Apesar de todas as forças contra eles, as comunidades mapuches de hoje continuam a viver e cuidar de suas terras. Eles protegem os rios e lagos e gerenciam as florestas para manter as árvores saudáveis, evitar danos causados pelo fogo e controlar espécies invasoras. Alguns vivem nessas terras continuamente há gerações, outros voltaram da migração forçada para as favelas urbanas para reconstruir suas vidas, suas terras e sua identidade.

Quase todos os dias durante as semanas de nossa visita, as mulheres saíram de casa cedo para realizar cerimônias tradicionais. Linguagem, espiritualidade e conhecimentos e práticas ancestrais são nutridos através da vida cotidiana, dos laços familiares e comunitários. Mesmo depois das campanhas genocidas e dos discursos dedicados a negar sua existência (o governo frequentemente fala de “pseudo-Mapuches”) ou espalhando ódio, essas comunidades ainda sobrevivem e é por causa delas que a região ainda oferece água doce mundialmente famosa, peixes abundantes e visões intocadas.

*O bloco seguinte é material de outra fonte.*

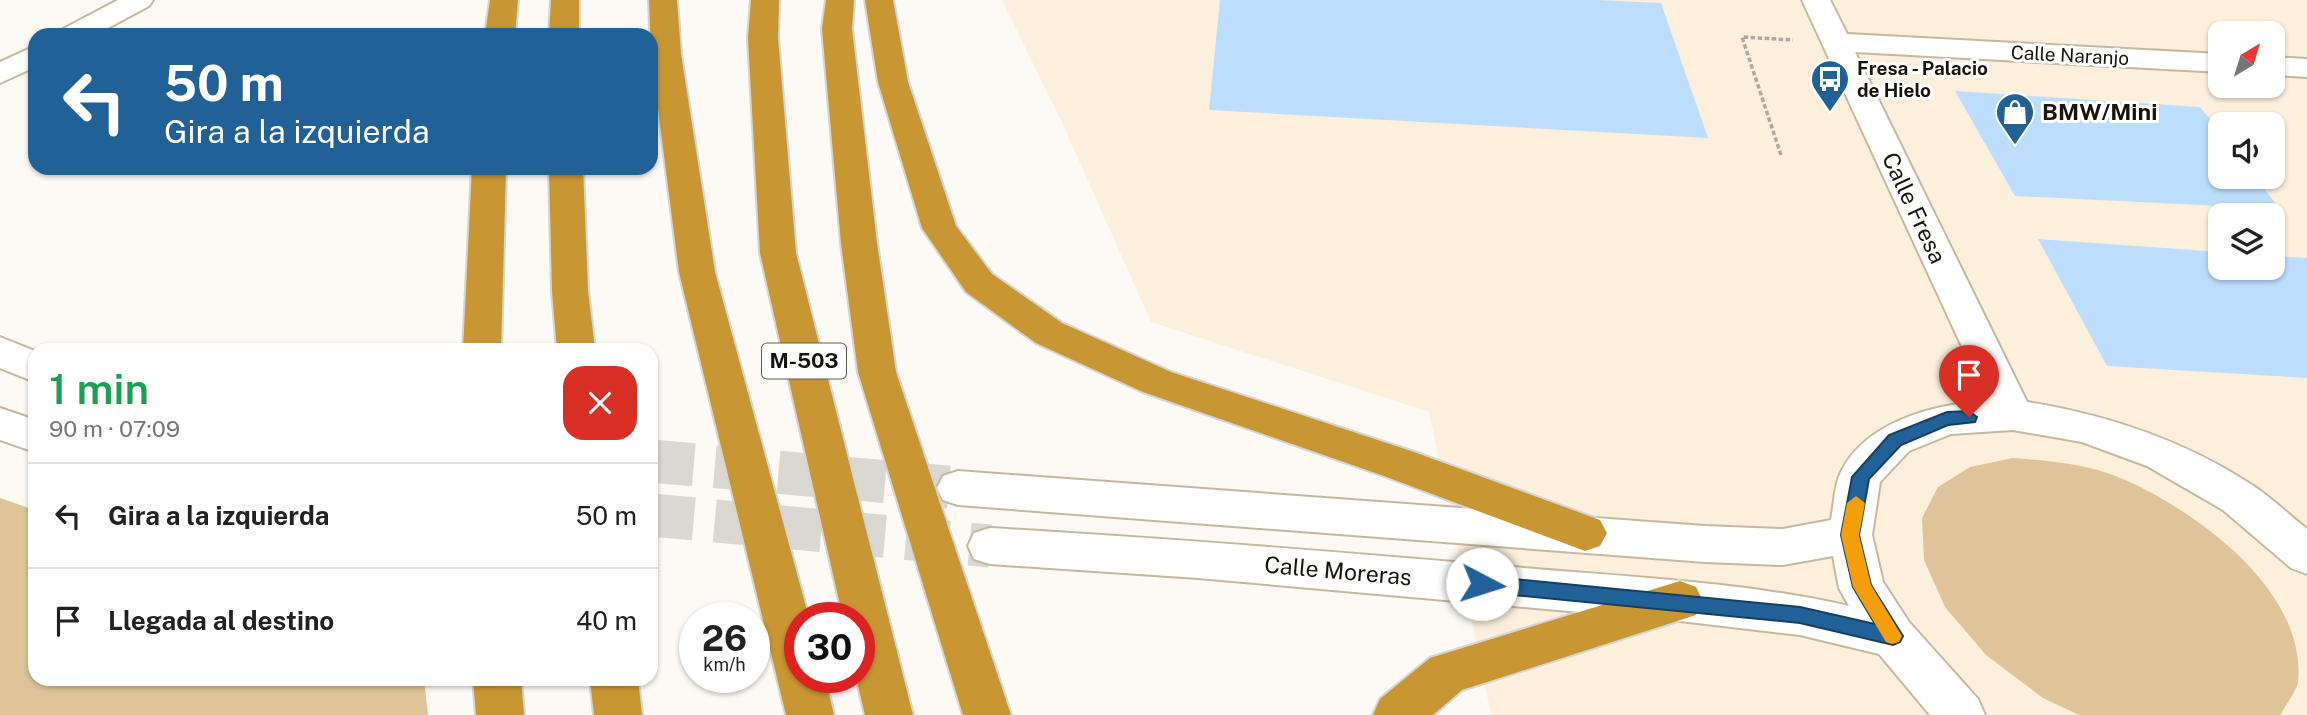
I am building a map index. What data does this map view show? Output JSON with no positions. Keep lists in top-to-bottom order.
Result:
{
  "streets": {
    "highway": ["M-503"],
    "street": ["Calle Naranjo", "Calle Fresa", "Calle Moreras"]
  },
  "crossings": [
    ["Calle Naranjo", "Calle Fresa"]
  ],
  "places": {
    "bus stop": ["Fresa - Palacio de Hielo"],
    "shop": ["BMW/Mini"]
  },
  "north": "top right",
  "page": {
    "turn": ["50 m", "Gira a la izquierda"],
    "heading": ["1 min", "90 m · 07:09"],
    "list": [
      {
        "name": "Gira a la izquierda",
        "value": "50 m"
      },
      {
        "name": "Llegada al destino",
        "value": "40 m"
      }
    ],
    "speed": "26 km/h",
    "limit": "30"
  }
}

O poder do exemplo pode ser mais ameaçador para o poder ilegítimo do que poderia.

Duas visões radicalmente diferentes da terra e da relação dos humanos com ela estão em jogo aqui. Como os planos avançam para criar um enclave extrativista da obra-prima da natureza, Moira Millán resumiu: “Nós nos opomos firmemente à mineração extrativista em grande escala, barragens, projetos hidrelétricos que assassinariam o rio para fornecer eletricidade às transnacionais e ultimamente o aqueduto que as empresas petrolíferas estão pressionando. O povo mapuche recupera a terra para reafirmar o compromisso com a vida. Para nós, a vida é a mais importante. E não apenas a vida humana, a vida de tudo ao nosso redor.

Laura Carlsen, diretora do think tank de relações internacionais da Cidade do México, Mira: Feminismos e Democracias.